From the records below, pull each line that has "rows".

═══ Dataset content ═══

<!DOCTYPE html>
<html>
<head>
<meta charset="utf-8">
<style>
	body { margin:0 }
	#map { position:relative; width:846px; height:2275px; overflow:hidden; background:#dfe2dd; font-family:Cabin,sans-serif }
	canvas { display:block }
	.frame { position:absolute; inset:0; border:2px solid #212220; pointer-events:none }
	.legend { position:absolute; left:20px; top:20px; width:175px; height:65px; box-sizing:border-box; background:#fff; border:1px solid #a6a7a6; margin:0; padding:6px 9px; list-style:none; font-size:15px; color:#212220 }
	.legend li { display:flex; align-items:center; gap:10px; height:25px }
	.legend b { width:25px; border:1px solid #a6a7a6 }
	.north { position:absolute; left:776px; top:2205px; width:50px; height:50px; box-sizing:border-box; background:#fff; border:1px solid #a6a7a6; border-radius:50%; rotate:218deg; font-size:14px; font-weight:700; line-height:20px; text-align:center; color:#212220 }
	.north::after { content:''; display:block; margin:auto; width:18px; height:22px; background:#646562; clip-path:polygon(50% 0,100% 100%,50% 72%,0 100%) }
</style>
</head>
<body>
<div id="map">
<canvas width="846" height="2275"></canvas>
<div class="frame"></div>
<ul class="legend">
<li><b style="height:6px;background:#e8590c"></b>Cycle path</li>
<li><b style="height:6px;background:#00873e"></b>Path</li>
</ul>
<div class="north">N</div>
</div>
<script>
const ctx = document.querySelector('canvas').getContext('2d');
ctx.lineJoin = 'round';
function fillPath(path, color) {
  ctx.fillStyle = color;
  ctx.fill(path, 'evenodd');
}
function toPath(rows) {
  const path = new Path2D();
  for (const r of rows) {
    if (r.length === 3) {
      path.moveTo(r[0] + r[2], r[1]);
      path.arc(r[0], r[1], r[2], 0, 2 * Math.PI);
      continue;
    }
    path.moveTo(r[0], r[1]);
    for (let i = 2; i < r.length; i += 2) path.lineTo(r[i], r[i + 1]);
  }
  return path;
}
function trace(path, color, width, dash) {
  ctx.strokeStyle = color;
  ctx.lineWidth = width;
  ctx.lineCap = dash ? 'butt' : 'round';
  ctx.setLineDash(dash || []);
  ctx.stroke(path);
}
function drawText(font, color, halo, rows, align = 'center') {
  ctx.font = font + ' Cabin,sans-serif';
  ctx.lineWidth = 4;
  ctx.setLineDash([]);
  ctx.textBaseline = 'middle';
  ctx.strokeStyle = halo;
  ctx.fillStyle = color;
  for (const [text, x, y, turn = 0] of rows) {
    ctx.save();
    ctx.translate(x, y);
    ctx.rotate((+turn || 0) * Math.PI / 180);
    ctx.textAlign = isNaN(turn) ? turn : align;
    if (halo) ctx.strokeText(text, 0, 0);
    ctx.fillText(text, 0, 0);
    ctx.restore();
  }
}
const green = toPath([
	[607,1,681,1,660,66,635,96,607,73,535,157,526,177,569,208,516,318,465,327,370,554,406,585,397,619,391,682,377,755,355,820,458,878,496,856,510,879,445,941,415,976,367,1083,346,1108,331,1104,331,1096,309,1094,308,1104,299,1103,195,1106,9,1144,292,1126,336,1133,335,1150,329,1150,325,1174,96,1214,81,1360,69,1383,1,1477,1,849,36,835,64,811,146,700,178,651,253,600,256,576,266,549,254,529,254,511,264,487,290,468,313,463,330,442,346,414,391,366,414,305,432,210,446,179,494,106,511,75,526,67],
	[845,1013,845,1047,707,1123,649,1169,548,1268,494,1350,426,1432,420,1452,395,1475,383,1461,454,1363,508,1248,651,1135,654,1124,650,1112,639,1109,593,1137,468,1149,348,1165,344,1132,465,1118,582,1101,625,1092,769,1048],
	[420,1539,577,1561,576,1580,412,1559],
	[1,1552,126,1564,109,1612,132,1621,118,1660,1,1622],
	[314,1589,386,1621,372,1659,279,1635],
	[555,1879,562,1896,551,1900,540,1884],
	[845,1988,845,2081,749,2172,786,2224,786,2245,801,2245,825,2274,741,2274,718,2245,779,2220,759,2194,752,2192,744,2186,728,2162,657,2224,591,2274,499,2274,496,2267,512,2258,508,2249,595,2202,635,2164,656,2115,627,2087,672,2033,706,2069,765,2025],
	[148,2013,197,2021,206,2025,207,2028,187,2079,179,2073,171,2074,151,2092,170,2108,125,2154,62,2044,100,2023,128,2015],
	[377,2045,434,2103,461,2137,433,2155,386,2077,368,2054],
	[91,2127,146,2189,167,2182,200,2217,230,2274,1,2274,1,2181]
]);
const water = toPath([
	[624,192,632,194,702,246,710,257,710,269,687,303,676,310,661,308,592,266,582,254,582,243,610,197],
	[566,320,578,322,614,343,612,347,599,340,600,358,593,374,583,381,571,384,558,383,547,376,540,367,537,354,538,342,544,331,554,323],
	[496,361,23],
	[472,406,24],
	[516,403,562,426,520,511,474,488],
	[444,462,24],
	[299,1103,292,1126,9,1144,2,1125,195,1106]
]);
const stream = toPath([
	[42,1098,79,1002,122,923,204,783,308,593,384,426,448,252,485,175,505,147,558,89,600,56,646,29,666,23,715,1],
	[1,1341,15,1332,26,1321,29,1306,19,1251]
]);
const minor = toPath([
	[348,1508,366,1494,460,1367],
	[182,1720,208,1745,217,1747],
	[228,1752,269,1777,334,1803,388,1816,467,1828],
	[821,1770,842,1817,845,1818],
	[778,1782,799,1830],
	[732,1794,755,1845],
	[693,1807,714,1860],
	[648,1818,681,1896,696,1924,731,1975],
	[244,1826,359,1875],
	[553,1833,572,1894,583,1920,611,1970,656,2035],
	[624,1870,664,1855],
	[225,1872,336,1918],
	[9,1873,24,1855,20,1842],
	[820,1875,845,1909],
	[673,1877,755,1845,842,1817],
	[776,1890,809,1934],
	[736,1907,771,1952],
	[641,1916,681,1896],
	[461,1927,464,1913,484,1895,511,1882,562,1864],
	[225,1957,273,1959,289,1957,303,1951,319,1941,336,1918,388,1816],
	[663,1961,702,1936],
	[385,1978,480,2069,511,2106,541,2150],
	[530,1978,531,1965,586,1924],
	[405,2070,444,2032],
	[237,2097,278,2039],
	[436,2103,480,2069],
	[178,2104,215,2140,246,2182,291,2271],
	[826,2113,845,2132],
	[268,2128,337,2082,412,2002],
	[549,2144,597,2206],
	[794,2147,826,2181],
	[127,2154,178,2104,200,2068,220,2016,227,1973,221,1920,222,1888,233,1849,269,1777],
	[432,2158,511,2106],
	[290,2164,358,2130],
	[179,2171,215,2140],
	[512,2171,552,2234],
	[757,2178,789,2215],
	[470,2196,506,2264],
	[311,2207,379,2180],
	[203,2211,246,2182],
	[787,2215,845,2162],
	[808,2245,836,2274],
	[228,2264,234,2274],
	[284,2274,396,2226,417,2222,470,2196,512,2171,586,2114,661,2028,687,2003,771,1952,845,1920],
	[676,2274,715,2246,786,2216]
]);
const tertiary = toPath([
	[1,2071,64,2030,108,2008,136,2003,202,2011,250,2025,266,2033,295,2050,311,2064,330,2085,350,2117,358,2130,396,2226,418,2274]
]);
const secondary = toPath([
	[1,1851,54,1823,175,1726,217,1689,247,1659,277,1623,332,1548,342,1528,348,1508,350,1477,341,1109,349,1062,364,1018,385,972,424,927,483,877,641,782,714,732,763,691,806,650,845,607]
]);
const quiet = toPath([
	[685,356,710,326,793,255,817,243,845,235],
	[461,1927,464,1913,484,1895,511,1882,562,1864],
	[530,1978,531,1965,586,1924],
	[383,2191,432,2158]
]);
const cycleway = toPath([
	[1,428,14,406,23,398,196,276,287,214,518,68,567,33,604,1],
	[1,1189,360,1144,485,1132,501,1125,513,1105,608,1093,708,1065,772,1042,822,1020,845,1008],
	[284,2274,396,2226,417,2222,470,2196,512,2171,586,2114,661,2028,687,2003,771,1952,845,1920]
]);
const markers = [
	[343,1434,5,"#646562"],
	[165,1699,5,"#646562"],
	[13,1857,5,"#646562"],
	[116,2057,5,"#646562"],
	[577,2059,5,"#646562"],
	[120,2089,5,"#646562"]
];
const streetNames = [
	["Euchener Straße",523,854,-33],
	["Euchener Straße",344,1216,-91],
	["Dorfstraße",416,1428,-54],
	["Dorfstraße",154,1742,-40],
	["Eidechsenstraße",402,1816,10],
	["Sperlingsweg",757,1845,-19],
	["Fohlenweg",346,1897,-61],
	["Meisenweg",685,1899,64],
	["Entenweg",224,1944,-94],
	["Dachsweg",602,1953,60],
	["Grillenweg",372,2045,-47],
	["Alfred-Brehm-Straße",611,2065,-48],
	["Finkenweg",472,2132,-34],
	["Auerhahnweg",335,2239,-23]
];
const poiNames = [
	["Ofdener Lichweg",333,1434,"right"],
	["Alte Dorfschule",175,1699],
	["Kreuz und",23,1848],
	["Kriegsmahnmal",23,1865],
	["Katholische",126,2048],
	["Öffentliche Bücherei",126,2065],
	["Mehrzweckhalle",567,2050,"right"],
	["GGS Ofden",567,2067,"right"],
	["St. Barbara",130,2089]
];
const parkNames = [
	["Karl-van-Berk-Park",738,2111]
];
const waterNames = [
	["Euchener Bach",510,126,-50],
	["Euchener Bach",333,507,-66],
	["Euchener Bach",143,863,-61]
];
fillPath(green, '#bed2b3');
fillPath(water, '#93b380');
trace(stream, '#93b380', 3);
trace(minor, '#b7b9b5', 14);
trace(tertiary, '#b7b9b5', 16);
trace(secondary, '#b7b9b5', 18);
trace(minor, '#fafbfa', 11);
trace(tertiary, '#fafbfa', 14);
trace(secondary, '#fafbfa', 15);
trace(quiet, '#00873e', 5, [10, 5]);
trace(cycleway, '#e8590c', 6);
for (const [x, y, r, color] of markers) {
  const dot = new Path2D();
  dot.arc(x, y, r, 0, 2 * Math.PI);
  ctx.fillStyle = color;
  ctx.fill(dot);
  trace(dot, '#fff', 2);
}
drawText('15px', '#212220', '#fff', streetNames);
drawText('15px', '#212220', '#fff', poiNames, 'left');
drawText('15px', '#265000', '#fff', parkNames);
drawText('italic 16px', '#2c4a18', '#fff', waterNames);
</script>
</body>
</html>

═══

__Result of the task__
function toPath(rows) {
  for (const r of rows) {
function drawText(font, color, halo, rows, align = 'center') {
  for (const [text, x, y, turn = 0] of rows) {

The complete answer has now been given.